Our “Summer Reading” Courtesy of the SEC
By David Feldman at 8 July, 2007, 7:55 pm
Greetings blogees from the City of Brotherly Love where I am to visit my issue (as we lawyers say).
SEC Division of Corporation Finance chief John White promised back in April that the new proposals to help smaller public companies would be ready for our “summer reading.” True to his word, after the May 23 announcement of the highlights of the rule proposals, five of the six rule proposals can now be found on the SEC website at http://www.sec.gov/rules/proposed.shtml.
The proposals are:
1. Smaller Reporting Company Regulatory Relief and Simplification - this is the elimination of Regulation S-B and migration of all issuers to the original Regulation S-K disclosure system and forms while maintaining scaled disclosure for smaller public companies
2. Exemption of Compensatory Employee Stock Options from Registration under Section 12(g) of the Securities Exchange Act of 1934 - this allows a private company to issue many hundreds of options to employees without accidentally crossing the line requiring them to become a reporting company.

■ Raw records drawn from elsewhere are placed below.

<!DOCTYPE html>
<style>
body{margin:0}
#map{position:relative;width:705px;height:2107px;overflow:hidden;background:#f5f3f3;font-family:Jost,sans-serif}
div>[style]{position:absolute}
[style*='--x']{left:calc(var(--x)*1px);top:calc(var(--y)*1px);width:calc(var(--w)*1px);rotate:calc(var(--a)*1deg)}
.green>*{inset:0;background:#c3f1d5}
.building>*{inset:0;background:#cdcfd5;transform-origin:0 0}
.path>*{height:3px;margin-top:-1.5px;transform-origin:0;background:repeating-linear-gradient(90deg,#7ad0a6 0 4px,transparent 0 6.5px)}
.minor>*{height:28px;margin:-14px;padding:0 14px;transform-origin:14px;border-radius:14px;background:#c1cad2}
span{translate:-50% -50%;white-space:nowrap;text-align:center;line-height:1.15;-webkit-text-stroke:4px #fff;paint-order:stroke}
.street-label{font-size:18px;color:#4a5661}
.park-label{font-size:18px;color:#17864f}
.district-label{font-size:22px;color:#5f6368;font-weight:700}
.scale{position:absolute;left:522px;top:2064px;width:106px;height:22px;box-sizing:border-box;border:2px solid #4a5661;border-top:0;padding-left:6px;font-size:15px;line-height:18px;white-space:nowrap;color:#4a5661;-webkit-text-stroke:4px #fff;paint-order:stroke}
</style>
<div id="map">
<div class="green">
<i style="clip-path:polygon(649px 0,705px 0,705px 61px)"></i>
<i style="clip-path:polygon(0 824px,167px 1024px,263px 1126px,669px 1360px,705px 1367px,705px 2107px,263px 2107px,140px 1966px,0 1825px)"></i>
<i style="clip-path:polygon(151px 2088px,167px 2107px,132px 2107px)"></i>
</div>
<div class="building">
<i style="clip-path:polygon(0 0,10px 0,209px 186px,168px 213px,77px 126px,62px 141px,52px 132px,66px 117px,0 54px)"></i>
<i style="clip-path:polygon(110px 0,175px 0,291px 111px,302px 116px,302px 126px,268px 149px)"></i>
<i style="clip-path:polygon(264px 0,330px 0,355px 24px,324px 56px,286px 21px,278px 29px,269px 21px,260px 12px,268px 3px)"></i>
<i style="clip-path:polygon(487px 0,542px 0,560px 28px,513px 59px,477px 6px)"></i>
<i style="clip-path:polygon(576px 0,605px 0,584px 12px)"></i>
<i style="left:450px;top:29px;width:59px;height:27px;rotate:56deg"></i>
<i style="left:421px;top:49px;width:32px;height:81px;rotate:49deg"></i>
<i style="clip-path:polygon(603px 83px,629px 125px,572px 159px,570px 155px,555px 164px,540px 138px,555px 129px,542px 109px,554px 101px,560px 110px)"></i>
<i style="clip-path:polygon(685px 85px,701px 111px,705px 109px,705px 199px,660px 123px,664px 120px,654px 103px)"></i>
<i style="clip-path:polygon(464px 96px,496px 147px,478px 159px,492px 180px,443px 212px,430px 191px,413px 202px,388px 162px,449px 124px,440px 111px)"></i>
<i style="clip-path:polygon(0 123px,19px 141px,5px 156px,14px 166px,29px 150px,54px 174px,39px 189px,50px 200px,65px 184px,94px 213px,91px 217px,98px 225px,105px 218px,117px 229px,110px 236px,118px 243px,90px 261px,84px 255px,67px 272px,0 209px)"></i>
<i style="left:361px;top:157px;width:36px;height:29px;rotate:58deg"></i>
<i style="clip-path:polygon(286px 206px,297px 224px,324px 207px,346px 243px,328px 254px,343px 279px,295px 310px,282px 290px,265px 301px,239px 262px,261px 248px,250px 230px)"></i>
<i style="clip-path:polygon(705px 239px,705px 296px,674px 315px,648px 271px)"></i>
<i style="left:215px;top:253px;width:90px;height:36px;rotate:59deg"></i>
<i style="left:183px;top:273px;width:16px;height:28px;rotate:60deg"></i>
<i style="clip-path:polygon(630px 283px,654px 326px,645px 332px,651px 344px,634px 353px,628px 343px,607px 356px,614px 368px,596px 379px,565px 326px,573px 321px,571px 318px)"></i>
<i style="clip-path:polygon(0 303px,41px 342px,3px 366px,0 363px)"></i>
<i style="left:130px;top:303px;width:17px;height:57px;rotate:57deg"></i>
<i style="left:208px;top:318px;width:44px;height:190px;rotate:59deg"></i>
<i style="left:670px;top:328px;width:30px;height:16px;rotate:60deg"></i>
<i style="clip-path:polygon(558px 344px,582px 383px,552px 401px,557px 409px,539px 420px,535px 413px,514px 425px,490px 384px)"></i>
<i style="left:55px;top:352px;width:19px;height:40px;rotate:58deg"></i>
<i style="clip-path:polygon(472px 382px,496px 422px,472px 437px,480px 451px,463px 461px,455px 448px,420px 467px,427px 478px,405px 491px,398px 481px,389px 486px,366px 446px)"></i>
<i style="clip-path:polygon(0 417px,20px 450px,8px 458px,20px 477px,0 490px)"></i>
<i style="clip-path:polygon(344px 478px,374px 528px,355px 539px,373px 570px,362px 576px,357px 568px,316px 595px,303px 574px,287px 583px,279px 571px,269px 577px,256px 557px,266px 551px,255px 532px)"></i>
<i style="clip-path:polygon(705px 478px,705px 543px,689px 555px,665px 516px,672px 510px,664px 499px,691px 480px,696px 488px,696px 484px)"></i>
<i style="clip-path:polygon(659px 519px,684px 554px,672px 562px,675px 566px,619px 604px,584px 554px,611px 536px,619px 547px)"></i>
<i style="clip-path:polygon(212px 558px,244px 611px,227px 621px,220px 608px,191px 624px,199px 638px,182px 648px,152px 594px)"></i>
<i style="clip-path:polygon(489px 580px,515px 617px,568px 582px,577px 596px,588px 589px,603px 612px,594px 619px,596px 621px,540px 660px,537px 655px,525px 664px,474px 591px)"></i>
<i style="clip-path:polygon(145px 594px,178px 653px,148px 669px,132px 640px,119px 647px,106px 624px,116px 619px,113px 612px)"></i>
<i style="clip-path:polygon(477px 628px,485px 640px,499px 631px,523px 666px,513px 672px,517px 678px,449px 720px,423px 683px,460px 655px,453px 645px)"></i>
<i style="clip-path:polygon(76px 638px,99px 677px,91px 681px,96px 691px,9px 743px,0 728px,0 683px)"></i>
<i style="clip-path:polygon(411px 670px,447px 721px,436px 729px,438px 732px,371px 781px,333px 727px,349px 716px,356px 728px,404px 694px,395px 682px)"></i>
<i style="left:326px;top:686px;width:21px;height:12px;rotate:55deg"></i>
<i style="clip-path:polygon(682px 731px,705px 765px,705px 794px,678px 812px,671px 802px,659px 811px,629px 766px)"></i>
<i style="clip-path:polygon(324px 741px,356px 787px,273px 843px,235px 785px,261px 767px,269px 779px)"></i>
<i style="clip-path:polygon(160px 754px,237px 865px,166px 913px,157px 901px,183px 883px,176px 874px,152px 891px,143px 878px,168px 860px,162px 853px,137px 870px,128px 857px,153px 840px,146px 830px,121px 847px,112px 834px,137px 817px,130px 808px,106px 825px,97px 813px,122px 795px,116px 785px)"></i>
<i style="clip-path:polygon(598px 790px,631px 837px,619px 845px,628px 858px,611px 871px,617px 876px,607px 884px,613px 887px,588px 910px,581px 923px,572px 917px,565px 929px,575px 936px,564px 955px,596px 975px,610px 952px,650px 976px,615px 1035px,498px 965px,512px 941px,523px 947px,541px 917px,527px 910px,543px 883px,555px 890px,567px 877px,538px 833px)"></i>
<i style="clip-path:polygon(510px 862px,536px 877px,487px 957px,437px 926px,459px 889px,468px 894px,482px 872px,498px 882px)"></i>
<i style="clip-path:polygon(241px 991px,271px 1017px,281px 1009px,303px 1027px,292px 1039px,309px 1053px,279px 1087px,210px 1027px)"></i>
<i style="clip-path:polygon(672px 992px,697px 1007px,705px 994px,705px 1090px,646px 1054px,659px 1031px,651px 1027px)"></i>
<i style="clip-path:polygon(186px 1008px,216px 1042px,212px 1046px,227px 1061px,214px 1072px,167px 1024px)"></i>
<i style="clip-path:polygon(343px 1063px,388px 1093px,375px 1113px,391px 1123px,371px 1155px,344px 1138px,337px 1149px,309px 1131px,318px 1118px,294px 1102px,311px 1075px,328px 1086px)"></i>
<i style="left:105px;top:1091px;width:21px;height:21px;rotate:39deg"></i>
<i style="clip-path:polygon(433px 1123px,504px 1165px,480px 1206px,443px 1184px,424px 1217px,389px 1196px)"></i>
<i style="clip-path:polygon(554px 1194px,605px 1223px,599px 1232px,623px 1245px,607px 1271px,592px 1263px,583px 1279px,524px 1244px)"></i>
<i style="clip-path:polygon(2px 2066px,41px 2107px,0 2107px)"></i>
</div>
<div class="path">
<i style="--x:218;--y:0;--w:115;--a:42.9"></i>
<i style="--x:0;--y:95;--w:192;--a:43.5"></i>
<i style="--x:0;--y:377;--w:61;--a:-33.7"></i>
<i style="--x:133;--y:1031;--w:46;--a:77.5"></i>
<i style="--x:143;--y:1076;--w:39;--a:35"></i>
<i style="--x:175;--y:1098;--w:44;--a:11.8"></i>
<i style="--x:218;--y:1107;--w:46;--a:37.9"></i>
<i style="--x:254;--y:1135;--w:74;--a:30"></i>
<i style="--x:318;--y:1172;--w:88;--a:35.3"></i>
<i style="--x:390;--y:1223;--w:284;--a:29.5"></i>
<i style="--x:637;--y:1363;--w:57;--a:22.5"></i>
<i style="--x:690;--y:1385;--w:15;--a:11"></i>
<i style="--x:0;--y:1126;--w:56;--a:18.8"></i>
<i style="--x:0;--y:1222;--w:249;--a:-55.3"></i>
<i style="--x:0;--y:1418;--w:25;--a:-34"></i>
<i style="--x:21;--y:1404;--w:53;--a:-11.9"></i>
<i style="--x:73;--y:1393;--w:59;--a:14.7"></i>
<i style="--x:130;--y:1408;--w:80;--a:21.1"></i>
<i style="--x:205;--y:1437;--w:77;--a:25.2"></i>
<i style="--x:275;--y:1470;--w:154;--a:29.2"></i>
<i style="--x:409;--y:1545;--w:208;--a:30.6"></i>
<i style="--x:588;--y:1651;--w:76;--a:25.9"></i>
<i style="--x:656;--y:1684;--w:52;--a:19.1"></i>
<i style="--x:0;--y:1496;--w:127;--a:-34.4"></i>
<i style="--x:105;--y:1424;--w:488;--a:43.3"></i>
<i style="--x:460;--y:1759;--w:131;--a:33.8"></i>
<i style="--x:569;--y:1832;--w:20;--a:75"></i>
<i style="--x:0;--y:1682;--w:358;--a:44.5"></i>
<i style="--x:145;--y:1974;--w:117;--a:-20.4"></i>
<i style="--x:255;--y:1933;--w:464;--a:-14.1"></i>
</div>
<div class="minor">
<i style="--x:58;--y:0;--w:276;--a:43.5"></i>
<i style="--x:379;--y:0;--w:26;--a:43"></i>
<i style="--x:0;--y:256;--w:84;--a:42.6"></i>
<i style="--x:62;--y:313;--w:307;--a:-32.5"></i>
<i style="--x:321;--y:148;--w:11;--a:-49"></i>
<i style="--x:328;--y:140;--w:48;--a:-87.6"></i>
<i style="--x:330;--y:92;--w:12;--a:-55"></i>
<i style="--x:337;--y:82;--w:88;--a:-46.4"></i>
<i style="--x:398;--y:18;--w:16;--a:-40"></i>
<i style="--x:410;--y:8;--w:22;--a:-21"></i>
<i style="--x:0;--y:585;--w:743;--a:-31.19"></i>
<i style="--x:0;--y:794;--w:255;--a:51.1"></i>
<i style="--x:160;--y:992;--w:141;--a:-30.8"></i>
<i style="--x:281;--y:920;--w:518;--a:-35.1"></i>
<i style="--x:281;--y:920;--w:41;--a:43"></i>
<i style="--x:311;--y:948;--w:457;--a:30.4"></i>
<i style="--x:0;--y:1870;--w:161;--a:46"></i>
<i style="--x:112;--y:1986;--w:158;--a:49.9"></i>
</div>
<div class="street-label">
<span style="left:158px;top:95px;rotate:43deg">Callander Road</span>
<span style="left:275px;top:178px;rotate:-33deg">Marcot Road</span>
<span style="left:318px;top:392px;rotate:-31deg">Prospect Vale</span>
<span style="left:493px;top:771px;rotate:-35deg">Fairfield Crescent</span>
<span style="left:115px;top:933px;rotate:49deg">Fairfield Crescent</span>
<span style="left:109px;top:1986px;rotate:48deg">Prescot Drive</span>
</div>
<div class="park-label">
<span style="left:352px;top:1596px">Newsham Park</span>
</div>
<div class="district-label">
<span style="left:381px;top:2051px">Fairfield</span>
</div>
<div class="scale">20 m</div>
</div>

3. Electronic Filing and Simplification of Form D - they are proposing to streamline Form D in Regulation D transactions and to permit its filing electronically.
4. Revisions to Rule 144 and Rule 145 to Shorten Holding Period for Affiliates and Non-Affiliates- this is the big one which shortens the Rule 144 holding period in most cases to six months. The proposal includes significant relief from the Worm/Wulff restrictions on holders of shell shares, suggesting that they can use Rule 144 no later than six months after a reverse merger.
5. Revisions to the Eligibility Requirements for Primary Securities Offerings on Forms S-3 and F-3 - also big, this permits any reporting company to do a “shelf registration” of shares to be issued in the future, but only a primary offering of up to 20% of the company’s float in any 12-month period.
The last proposal, relating to a new class of “super accredited” investor and allowing limited advertising and solicitation, should be out in the next few days.
If I have not said it enough before, one cannot overstate the importance and significance of these proposals to the PIPE and reverse merger worlds, as well as all smaller public issuers. While Rule 415 is still a factor (see most recent blog entry below), this is indeed the dawn of a new era in the small and microcap world.
Now we have a job to do faithful blogees. Two things. First, we must make sure that the SEC receives as many helpful comments as possible. The comment procedure for each proposal is listed right below the actual proposal on the SEC site, and in general we have 60 days from when the proposals are published in the Federal Register (assume you must finish by mid-late August).
Some may comment on the fact that they are proposing tolling the 144 holding period for any time that a holder is hedging the stock, which could hurt some PIPE players. Others may feel that limitation on the proposed S-3 availability for one year after being a shell is worthy of comment. Still others may suggest that an adjustment to and codification of the Rule 415 interpretation accompany these dramatic proposals. The Worm/Wulff relief, while dramatic, seems to suggest that some should have the ability to sell in as little as 90 days, but in fact 144 does not in practicality kick in until 6 months. This should be clarified.
Second, and this is the real big one. We all have to step up and make sure that those whose abuse of the rules and system led to the crackdown on the penny stock world 17 years ago do not, once again, rear their heads to ruin it for all of us. This is part of what caused the Rule 415 mess in the first place; the fact that a few extreme players took things too far, resulting in the SEC taking action that hurt everyone, even those playing well with others.
I remember as a kid in sleepaway camp that everyone in the bunk or group was expected to be responsible for everyone else. If one kid misbehaved, the entire bunk was punished. Was that fair? Not totally. Did it encourage strong group support and dynamics? Yes. Do we need to do that on Wall Street? No. However, unfortunately regulators often take an approach that swings a pendulum far in a direction opposite where a problem occurred (e.g. Sarbanes-Oxley) to hurt a much larger group than the group which was bad.
The SEC’s resources are limited. My hope is that each of us who want to preserve not only the ability to get these proposals passed, but to make sure that the SEC does not regret doing so, will stay on the high road. Do your best to avoid doing business with shady characters. Do background checks on potential business partners. Be careful of Footnote 32 shells which look legitimate (see prior entries). If you see an extreme player, don’t hesitate to contact the SEC; their Enforcement Division will take anonymous tips.
As we expand what some are calling the golden age of reverse mergers and APOs, there is more than enough money to be made in taking companies public without cutting corners and breaking the rules. High road, high road, high road folks.